There are a couple of Developer Node Sizes (t2.small and t2.medium, 20-80 GB Disk, 2-4 GB RAM, 1-2 cores per broker), and many Professional Node Sizes (r4.large-r4.2xlarge, 500-4,500 GB Disk, 15.25-61 GB RAM, 1-8 cores per broker).  I initially spun up a 3 node Developer cluster for my experiments, which gave good performance (briefly), but soon realized AWS t2 instances provide burstable CPU resulting in the unpredictable behaviour. I then spun up a 3 node cluster on the smallest Professional Node Size:: r4.large, 500 GB Disk, 15.25 GB RAM, 2 cores per node, replication factor 3, both public and private IP addresses (public IP’s are optional), SCRAM (Salted Challenge Response Authentication Mechanism) Password Authentication and User Authorization, and no encryption enabled for EBS, client to broker or broker to broker.  

It takes just a few minutes to start this sized Kafka cluster on AWS, and the Instaclustr console provides lots of useful information including a summary of the cluster state, monitoring graphs, information on cluster settings (e.g. Kafka allowed IP addresses in the Firewall rules), connection information (e.g. name, IP addresses, security settings, username and password, and connection configurations for Kafka clients (e.g. CLI, Java, Python, C#).

There’s also a new Kafka specific tab in the console which includes Kafka user management, and topics management.

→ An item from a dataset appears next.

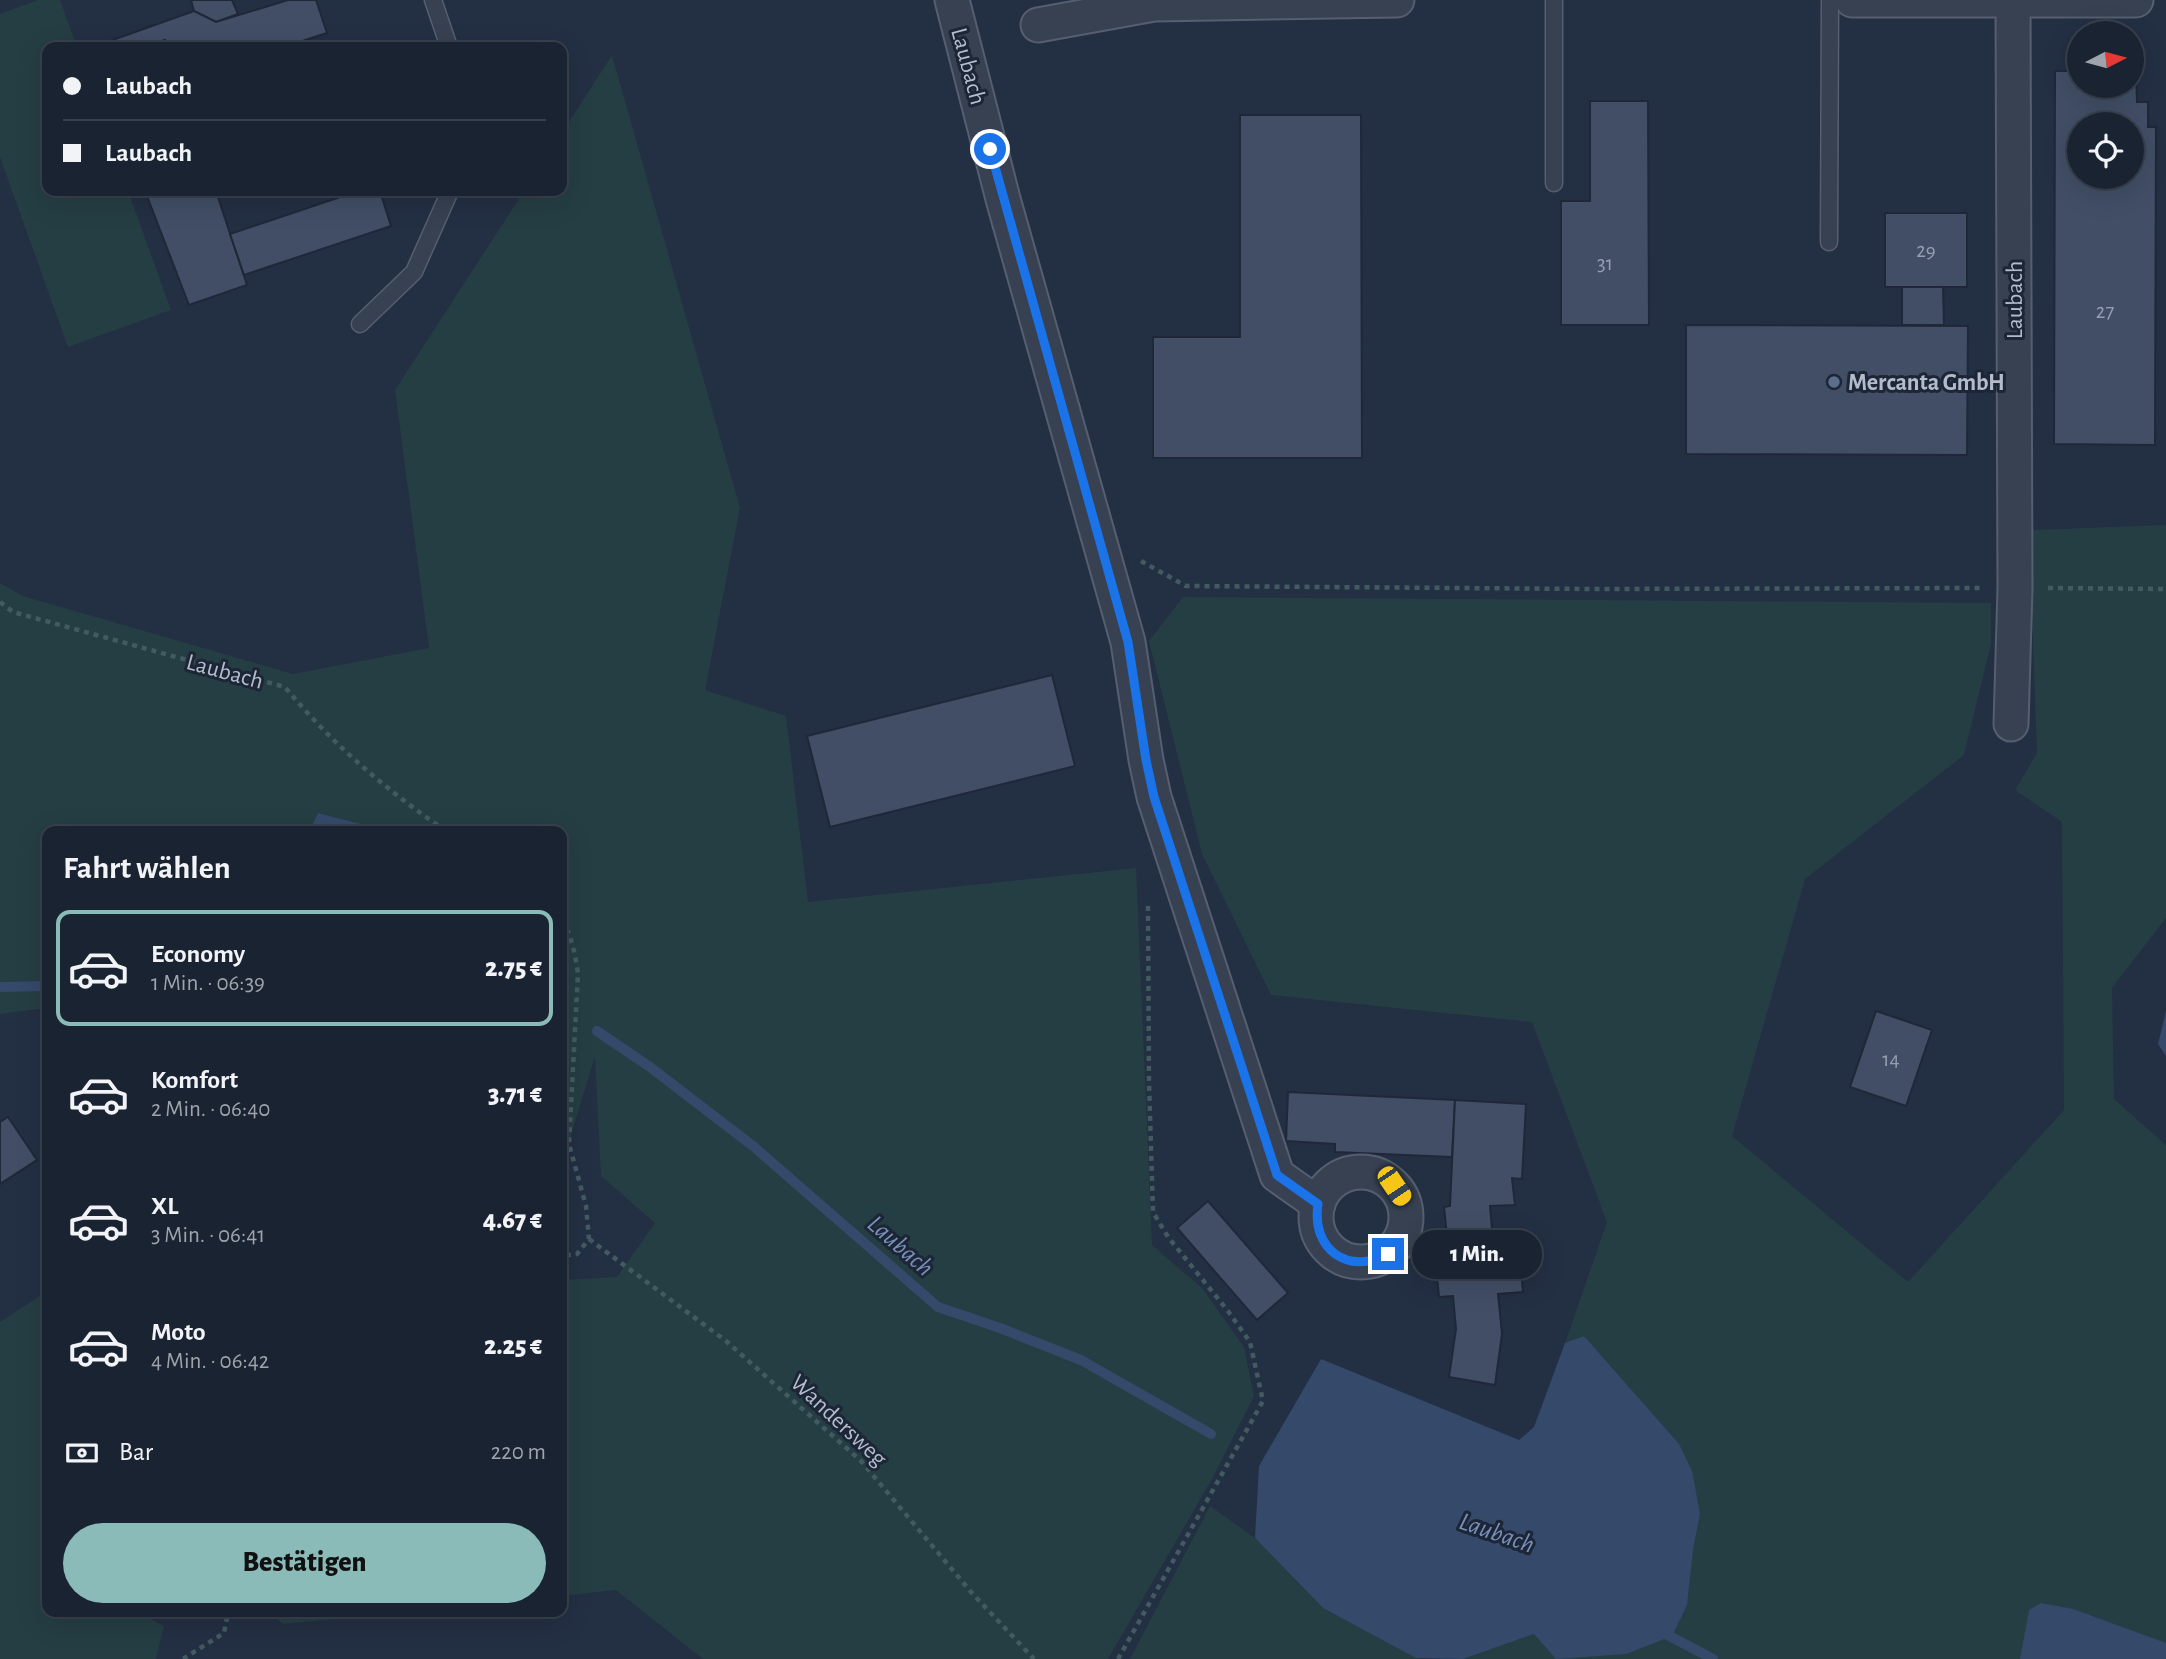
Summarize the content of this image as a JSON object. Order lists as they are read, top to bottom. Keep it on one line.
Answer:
{"streets":{"street":["Laubach"],"path":["Wandersweg"]},"water":["Laubach"],"places":["Mercanta GmbH"],"house_numbers":["29","31","27","14"],"north":"right","page":{"banner":["Laubach","Laubach"],"heading":"Fahrt wählen","list":[{"name":"Economy","note":"1 Min. · 06:39","value":"2.75 €"},{"name":"Komfort","note":"2 Min. · 06:40","value":"3.71 €"},{"name":"XL","note":"3 Min. · 06:41","value":"4.67 €"},{"name":"Moto","note":"4 Min. · 06:42","value":"2.25 €"}],"bubble":"1 Min.","pay":["Bar","220 m"],"buttons":"Bestätigen"}}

An Instaclustr specific version of kafka-topics (ic-kafka-topics) is available for topic management.

More information about the Instaclustr managed Kafka solution:

Here’s an example screenshot of Cluster Summary CPU and Bytes in/out metrics provided by the Instaclustr Kafka console. Other metrics are also available.

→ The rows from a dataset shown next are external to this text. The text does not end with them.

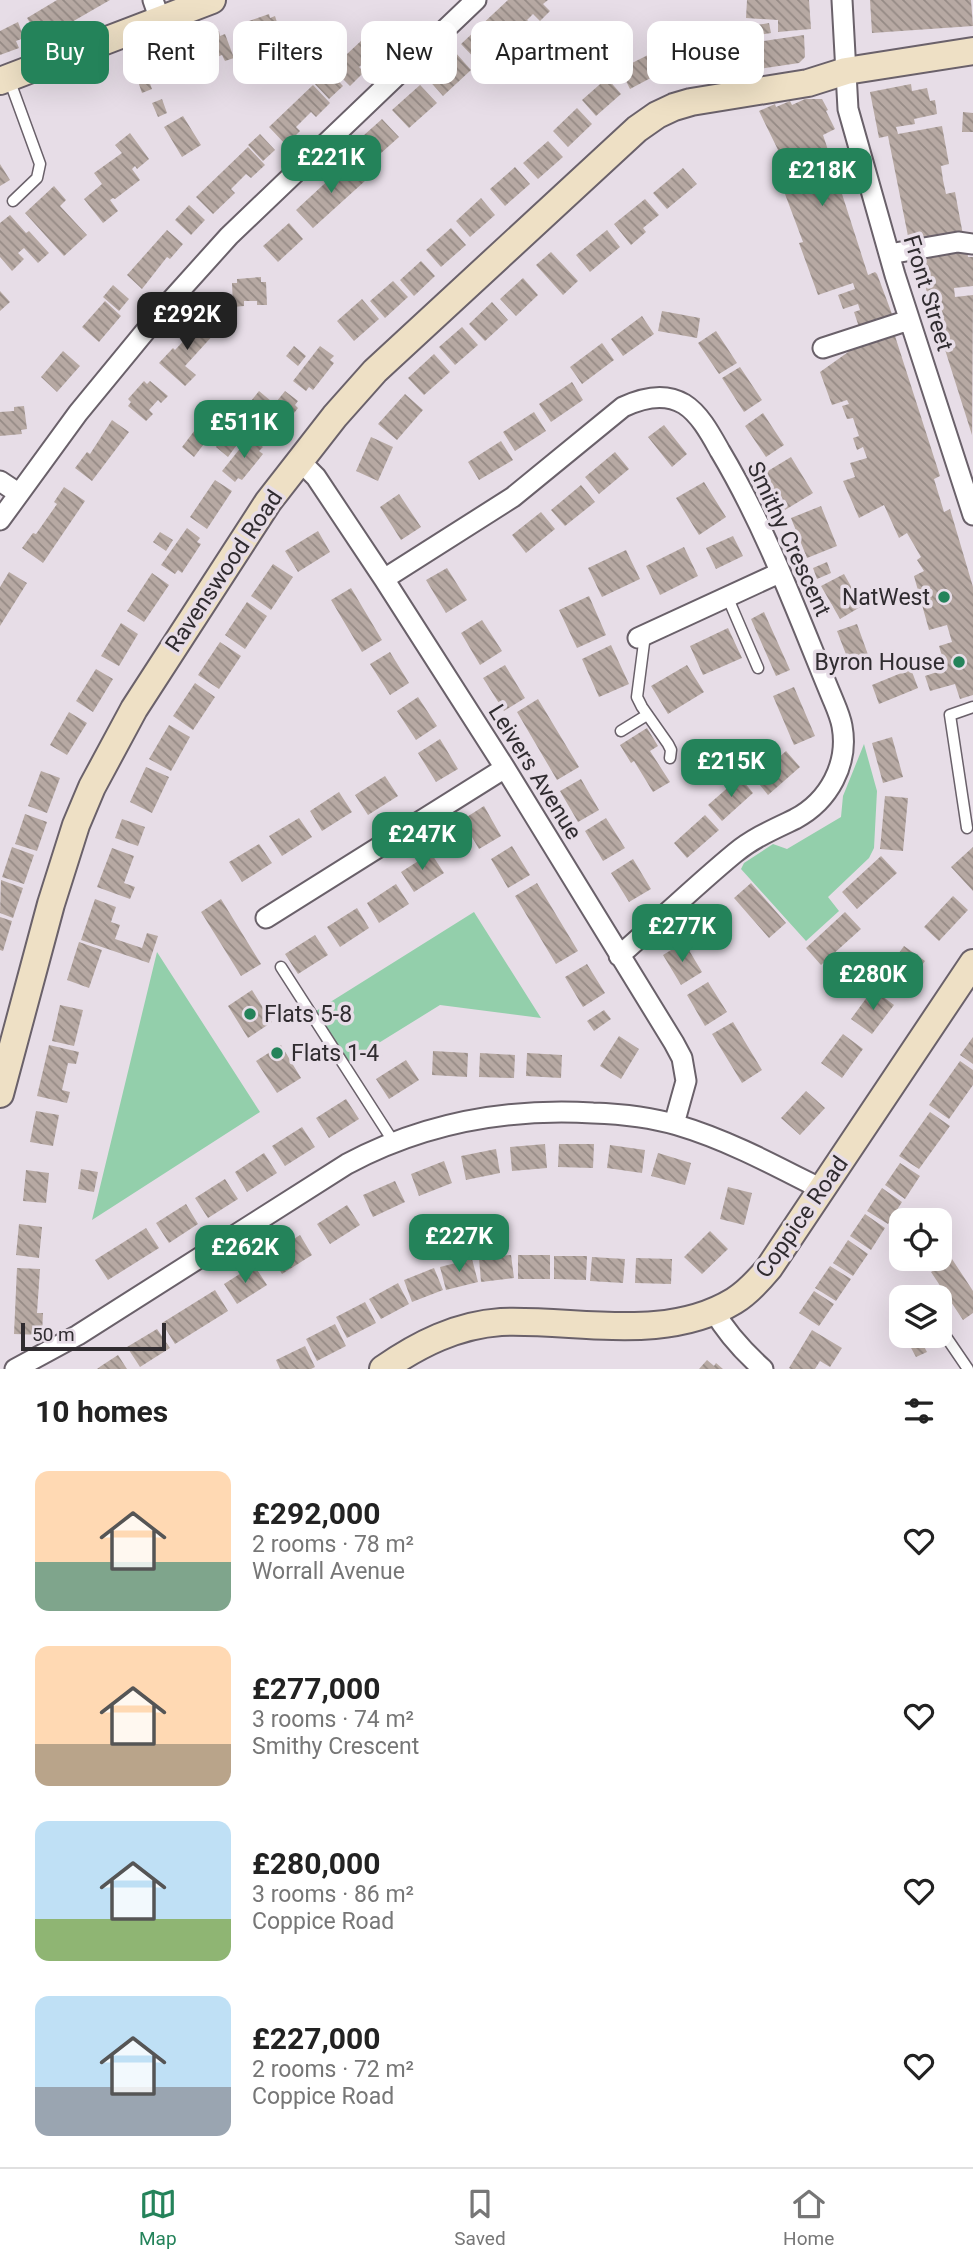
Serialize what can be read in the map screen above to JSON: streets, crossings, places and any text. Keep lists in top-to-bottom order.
{
  "streets": {
    "street": [
      "Front Street",
      "Smithy Crescent",
      "Ravenswood Road",
      "Leivers Avenue",
      "Coppice Road"
    ]
  },
  "crossings": [
    ["Front Street", "Ravenswood Road"],
    ["Smithy Crescent", "Leivers Avenue"],
    ["Ravenswood Road", "Leivers Avenue"]
  ],
  "places": [
    "NatWest",
    "Byron House",
    "Flats 5-8",
    "Flats 1-4"
  ],
  "scale_bar": "50 m",
  "page": {
    "chip": [
      "Buy",
      "Rent",
      "Filters",
      "New",
      "Apartment",
      "House"
    ],
    "price": [
      "£221K",
      "£218K",
      "£292K",
      "£511K",
      "£215K",
      "£247K",
      "£277K",
      "£280K",
      "£227K",
      "£262K"
    ],
    "scale": "50 m",
    "heading": "10 homes",
    "list": [
      {
        "name": "£292,000",
        "note": "2 rooms · 78 m² · Worrall Avenue"
      },
      {
        "name": "£277,000",
        "note": "3 rooms · 74 m² · Smithy Crescent"
      },
      {
        "name": "£280,000",
        "note": "3 rooms · 86 m² · Coppice Road"
      },
      {
        "name": "£227,000",
        "note": "2 rooms · 72 m² · Coppice Road"
      }
    ],
    "tabs": ["Map", "Saved", "Home"]
  }
}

Instaclustr Kafka console Cluster Summary MetricsBenchmarking The Kongo Design

Iceland River Delta  (Source: Shutterstock)

Like river deltas with an alluvial fan many message-based systems have a large number of different destinations for the messages, and some may have a high consumer fan out. This is due to multiple consumers subscribing to the same events, resulting in a higher load on the output of the system than the input.  The Kongo IoT application is like this.

Before going live with Kongo in production I wanted to check one of the design choices I made a few blogs back (One or Many Topics?). Kongo has a high consumer fan out. Because there are lots of locations and lots of Goods in each location, each Goods object needs to receive every event in each location. The initial design pattern had a Kafka consumer for each Goods, and a topic for each location. Each Goods was subscribed to the location (topic) where it was currently located, and received every event for that location. This didn’t seem to work well (at least on a laptop), so the design was changed to a single topic, and a consumer which passed events at a given location to all of the Goods that were subscribed to a Guava EventBus topic corresponding to that location.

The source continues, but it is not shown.